Shopper in a supermarket in Chicago The report said consumer confidence was weaker

US consumer confidence fell sharply this month, a closely-watched report has suggested.

The Conference Board's index of consumer attitudes fell by 8.3 points to 59.7 in March.

The research group primarily blamed the fall on the US federal budget cuts that came into force at the start of this month.

Separate data on Tuesday from the Commerce Department was more positive, showing a rise in durable goods sales.

Sale of such long-lasting factory products rose by 5.7% in February, the biggest increase in five months.

Yet the Commerce Department also said that sales of new US homes fell in February.

Sale of new residential properties fell to a seasonally adjusted 411,000 in February, 4.6% lower than the 431,000 sold in January, which had been a five-year high.

The government cuts - called the "sequester" cuts - came into force earlier this month.
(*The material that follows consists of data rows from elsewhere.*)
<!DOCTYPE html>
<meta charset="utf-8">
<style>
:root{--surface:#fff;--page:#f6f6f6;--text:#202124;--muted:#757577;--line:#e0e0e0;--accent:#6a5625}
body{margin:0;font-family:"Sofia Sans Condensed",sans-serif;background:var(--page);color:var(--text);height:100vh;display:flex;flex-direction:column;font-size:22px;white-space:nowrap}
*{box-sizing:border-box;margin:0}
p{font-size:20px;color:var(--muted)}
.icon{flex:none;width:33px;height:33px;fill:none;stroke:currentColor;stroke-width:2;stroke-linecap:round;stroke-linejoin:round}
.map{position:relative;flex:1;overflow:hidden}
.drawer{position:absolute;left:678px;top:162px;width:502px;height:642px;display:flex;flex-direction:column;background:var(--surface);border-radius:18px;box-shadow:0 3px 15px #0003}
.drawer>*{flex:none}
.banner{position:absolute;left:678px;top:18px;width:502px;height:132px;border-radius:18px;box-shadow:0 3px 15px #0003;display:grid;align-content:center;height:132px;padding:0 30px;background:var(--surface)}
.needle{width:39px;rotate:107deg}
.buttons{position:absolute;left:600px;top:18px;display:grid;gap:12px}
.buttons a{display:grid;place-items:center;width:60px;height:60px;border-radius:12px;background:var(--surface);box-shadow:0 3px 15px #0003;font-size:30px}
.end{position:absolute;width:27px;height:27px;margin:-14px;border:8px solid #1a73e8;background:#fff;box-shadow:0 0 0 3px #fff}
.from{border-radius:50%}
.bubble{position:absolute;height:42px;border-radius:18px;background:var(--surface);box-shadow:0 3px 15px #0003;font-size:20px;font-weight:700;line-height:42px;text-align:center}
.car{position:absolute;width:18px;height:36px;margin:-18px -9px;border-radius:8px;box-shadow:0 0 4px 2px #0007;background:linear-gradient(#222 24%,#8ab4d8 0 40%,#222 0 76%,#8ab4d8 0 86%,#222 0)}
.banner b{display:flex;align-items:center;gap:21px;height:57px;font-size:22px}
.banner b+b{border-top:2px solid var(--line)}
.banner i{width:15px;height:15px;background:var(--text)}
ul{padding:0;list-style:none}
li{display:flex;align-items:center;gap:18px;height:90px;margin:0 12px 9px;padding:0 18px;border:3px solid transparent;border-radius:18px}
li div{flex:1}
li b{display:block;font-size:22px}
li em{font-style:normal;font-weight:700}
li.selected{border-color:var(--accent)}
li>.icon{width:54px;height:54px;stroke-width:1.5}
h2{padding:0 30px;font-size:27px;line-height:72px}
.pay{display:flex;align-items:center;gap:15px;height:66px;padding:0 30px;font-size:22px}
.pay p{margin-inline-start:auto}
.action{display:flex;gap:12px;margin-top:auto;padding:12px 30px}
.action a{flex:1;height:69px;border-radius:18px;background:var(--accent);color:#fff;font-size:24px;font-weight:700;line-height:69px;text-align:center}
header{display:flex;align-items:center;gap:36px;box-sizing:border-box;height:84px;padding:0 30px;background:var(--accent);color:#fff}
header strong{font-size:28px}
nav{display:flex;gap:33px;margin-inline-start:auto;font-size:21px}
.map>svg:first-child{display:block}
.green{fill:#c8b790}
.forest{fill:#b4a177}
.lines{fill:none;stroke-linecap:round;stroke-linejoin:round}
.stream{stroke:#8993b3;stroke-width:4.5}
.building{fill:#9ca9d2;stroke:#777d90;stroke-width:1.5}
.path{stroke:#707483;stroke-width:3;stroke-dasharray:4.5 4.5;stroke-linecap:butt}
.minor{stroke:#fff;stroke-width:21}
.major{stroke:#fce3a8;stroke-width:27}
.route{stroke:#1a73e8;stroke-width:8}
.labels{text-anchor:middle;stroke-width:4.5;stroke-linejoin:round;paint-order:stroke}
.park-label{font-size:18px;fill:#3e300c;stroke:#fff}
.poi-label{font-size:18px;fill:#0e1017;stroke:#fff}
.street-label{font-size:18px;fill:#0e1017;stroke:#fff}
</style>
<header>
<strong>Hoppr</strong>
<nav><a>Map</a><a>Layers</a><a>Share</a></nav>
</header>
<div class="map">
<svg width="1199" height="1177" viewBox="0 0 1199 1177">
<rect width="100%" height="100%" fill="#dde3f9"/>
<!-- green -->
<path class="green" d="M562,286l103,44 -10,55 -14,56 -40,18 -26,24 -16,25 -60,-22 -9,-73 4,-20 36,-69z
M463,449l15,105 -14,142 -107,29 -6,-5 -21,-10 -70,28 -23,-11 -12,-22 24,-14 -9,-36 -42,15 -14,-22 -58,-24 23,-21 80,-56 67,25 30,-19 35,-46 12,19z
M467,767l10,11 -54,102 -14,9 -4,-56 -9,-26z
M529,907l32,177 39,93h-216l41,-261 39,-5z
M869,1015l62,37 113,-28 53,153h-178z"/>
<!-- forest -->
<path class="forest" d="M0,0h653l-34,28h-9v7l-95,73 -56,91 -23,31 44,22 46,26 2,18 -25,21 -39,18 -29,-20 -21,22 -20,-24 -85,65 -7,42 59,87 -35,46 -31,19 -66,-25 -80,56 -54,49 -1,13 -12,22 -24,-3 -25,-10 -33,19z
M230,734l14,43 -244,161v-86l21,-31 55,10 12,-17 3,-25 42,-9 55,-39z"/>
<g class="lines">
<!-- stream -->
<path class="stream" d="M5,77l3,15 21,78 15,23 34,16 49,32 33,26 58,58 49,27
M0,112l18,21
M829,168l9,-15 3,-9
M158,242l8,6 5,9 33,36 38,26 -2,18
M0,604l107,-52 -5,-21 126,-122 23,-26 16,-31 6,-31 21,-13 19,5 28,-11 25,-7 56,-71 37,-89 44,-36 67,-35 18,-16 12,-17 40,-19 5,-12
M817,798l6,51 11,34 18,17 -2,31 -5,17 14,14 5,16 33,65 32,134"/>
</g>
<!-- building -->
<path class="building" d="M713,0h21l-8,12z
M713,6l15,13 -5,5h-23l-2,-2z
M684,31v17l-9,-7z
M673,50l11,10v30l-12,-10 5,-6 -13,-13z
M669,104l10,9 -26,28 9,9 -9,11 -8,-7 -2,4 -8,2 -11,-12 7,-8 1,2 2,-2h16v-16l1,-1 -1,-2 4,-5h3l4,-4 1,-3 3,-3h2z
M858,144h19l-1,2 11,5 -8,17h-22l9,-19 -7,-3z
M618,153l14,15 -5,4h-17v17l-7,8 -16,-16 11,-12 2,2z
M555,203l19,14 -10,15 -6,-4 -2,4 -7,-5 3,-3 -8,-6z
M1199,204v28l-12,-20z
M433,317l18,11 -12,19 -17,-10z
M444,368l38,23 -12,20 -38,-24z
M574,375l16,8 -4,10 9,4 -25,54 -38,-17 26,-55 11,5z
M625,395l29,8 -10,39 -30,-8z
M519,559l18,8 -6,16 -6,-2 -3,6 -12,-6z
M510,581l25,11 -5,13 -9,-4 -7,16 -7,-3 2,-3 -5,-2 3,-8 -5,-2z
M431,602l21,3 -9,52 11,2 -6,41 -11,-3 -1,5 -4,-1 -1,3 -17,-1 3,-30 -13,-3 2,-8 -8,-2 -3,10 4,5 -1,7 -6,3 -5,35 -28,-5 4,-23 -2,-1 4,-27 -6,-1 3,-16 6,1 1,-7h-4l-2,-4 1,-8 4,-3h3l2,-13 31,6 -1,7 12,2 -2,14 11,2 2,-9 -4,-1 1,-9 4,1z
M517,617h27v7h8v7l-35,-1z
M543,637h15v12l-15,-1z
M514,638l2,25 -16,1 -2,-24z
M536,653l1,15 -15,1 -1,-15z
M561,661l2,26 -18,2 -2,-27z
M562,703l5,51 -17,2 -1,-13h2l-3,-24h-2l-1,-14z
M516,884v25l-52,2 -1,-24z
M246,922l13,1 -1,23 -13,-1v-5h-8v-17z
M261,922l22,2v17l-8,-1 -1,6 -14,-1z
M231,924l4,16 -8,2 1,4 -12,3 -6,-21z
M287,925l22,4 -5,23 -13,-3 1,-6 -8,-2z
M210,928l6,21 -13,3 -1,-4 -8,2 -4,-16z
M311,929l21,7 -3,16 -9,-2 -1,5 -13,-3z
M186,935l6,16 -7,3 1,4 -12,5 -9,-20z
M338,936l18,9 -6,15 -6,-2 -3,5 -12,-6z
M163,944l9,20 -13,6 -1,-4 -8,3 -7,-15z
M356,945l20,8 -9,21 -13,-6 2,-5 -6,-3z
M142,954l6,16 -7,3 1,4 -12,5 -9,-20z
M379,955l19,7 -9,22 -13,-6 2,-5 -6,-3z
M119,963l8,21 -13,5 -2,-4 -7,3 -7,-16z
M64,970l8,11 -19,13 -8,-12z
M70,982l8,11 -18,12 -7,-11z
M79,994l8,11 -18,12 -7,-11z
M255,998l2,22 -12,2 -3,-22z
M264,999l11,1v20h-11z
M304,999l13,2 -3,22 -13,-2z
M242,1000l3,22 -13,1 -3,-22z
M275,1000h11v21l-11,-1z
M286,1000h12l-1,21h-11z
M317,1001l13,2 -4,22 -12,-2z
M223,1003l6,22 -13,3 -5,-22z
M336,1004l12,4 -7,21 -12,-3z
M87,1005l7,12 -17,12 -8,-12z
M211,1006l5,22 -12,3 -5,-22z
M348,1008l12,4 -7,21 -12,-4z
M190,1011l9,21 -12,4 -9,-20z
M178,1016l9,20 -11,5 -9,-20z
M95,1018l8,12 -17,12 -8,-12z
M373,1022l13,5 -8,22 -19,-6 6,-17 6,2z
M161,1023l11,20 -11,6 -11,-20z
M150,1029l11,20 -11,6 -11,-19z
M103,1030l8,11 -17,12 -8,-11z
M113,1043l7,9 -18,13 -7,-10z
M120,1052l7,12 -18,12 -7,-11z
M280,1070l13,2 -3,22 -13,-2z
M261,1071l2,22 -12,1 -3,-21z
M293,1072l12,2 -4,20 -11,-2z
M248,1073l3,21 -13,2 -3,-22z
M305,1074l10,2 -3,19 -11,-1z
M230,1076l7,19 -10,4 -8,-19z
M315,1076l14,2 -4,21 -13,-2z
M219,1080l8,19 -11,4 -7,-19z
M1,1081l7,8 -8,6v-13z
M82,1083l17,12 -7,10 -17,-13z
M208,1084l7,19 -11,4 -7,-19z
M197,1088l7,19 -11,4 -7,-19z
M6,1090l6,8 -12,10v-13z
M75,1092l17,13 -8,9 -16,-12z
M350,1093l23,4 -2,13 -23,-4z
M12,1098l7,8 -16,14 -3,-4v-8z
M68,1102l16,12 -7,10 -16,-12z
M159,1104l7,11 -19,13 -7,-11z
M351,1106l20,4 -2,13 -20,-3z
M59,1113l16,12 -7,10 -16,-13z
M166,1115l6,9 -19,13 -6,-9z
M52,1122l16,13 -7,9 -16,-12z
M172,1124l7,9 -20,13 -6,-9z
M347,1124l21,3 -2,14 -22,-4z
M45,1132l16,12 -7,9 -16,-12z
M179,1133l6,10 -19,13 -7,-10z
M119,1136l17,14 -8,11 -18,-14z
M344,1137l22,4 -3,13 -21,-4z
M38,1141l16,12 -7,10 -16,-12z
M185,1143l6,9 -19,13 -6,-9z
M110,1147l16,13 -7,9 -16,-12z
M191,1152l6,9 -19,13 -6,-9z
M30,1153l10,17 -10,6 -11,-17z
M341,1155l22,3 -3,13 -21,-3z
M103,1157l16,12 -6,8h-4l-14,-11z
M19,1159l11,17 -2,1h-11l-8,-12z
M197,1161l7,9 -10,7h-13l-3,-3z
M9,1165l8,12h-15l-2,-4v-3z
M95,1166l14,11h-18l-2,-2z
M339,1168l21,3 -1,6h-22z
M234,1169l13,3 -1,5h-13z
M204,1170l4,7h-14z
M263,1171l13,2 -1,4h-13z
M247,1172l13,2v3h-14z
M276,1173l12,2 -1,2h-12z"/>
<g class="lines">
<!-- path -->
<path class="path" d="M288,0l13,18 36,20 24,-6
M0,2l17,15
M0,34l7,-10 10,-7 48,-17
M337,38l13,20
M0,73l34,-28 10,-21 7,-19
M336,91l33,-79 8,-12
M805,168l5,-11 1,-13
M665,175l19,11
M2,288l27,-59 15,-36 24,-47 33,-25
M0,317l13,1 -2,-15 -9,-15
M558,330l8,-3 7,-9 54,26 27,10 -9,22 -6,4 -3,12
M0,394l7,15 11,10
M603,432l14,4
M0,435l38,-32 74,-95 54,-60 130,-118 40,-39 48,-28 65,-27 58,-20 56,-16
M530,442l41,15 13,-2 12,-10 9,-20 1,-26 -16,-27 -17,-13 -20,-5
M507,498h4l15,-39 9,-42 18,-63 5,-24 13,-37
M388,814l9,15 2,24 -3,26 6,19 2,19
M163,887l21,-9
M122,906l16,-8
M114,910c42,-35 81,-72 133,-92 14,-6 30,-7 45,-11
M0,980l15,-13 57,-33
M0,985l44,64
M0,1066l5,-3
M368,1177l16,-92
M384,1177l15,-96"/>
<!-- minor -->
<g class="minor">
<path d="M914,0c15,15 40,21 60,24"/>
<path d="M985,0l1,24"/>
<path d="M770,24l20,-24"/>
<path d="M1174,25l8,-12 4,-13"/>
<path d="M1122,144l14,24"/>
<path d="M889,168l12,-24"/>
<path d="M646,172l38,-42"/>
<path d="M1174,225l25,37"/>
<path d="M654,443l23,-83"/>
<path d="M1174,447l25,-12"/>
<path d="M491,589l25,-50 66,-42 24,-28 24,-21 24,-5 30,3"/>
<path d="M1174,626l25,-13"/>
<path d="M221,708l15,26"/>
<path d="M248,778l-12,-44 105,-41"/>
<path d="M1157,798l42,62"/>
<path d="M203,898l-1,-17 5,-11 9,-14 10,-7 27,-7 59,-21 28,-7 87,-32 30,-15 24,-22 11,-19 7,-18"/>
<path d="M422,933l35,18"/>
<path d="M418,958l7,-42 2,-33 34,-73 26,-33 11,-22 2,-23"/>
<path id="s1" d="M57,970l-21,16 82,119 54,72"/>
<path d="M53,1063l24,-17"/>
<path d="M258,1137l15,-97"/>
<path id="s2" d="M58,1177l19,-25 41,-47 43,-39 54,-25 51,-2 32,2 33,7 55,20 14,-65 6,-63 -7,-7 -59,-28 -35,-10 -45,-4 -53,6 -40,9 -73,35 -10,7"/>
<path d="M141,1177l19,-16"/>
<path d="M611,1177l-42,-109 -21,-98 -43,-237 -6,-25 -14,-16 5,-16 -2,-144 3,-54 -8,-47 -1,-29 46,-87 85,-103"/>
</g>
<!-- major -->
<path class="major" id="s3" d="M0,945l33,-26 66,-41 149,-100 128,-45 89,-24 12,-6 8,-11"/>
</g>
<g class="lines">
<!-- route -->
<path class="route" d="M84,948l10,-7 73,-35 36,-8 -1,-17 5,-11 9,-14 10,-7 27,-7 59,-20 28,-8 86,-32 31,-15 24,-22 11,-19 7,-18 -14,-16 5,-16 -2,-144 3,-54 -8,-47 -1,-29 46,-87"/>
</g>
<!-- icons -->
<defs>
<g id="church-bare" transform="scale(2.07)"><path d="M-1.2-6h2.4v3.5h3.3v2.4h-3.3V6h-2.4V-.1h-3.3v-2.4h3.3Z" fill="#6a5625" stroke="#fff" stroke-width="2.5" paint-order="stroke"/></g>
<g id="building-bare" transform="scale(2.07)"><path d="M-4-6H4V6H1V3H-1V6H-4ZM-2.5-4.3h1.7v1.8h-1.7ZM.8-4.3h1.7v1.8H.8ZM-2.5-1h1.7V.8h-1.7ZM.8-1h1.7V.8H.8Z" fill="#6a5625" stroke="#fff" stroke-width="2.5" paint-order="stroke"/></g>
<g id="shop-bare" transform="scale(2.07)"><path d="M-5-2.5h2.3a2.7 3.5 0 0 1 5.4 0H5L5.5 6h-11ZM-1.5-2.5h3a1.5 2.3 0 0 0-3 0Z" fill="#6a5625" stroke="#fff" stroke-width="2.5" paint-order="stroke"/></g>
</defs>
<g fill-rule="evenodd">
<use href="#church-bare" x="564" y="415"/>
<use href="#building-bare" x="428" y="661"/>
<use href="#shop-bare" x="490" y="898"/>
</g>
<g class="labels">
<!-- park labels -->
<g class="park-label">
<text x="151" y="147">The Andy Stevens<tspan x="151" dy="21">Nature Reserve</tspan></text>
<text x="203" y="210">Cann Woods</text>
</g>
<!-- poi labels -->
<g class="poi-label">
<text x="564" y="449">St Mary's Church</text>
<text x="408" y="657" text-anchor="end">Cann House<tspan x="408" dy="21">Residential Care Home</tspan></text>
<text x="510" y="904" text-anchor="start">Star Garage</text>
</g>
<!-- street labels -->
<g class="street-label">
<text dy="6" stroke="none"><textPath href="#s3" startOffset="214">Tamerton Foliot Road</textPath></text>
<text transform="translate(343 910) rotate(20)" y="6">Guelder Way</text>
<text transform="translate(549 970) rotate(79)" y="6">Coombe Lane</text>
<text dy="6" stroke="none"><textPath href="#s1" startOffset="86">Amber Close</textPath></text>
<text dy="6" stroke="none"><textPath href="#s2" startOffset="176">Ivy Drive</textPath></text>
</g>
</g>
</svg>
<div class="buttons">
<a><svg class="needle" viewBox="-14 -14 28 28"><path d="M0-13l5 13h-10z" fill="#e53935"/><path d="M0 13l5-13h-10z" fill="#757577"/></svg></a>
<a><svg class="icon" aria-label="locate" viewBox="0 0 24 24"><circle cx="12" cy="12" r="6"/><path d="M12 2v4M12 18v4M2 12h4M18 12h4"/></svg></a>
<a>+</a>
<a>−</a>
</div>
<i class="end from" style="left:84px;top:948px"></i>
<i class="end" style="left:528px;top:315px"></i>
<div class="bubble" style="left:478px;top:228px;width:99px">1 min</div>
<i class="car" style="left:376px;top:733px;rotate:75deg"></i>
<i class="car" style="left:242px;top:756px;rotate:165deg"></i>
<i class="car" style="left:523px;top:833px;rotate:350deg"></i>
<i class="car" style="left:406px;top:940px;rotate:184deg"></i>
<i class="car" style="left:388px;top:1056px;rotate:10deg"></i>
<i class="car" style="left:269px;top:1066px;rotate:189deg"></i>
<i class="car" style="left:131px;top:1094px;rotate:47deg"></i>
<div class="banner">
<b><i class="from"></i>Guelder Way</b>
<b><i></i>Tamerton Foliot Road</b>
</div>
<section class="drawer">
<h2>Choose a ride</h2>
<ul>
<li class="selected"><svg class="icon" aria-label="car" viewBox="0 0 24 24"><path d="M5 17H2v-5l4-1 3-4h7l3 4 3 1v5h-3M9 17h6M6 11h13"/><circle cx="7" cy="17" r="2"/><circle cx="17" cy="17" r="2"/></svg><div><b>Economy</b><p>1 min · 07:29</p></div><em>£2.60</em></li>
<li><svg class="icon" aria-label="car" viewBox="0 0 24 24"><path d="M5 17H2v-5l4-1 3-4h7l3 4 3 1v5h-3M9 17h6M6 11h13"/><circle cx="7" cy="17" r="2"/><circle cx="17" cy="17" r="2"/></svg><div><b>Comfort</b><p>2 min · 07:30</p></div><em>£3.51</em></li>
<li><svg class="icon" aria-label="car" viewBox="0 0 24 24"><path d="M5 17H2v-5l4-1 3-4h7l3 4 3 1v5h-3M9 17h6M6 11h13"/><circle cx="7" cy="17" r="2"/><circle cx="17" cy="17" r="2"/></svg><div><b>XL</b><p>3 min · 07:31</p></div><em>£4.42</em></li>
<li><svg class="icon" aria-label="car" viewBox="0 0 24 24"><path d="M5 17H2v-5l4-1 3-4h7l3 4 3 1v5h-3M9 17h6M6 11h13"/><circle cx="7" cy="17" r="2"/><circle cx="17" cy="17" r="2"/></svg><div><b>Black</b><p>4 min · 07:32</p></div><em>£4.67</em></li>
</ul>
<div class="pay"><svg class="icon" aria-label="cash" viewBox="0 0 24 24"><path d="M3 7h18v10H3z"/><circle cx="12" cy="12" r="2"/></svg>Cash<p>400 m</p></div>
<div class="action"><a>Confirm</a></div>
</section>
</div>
They were due to the federal government running out of funds before a new budget was finally agreed by the US Senate on 20 March.

"This month's retreat was driven primarily by a sharp decline in expectations, although consumers were also more pessimistic in their assessment of current conditions," said Lynn Franco, director of the Conference Board's economic indicators.

"The recent sequester has created uncertainty regarding the economic outlook, and as a result consumers are less confident."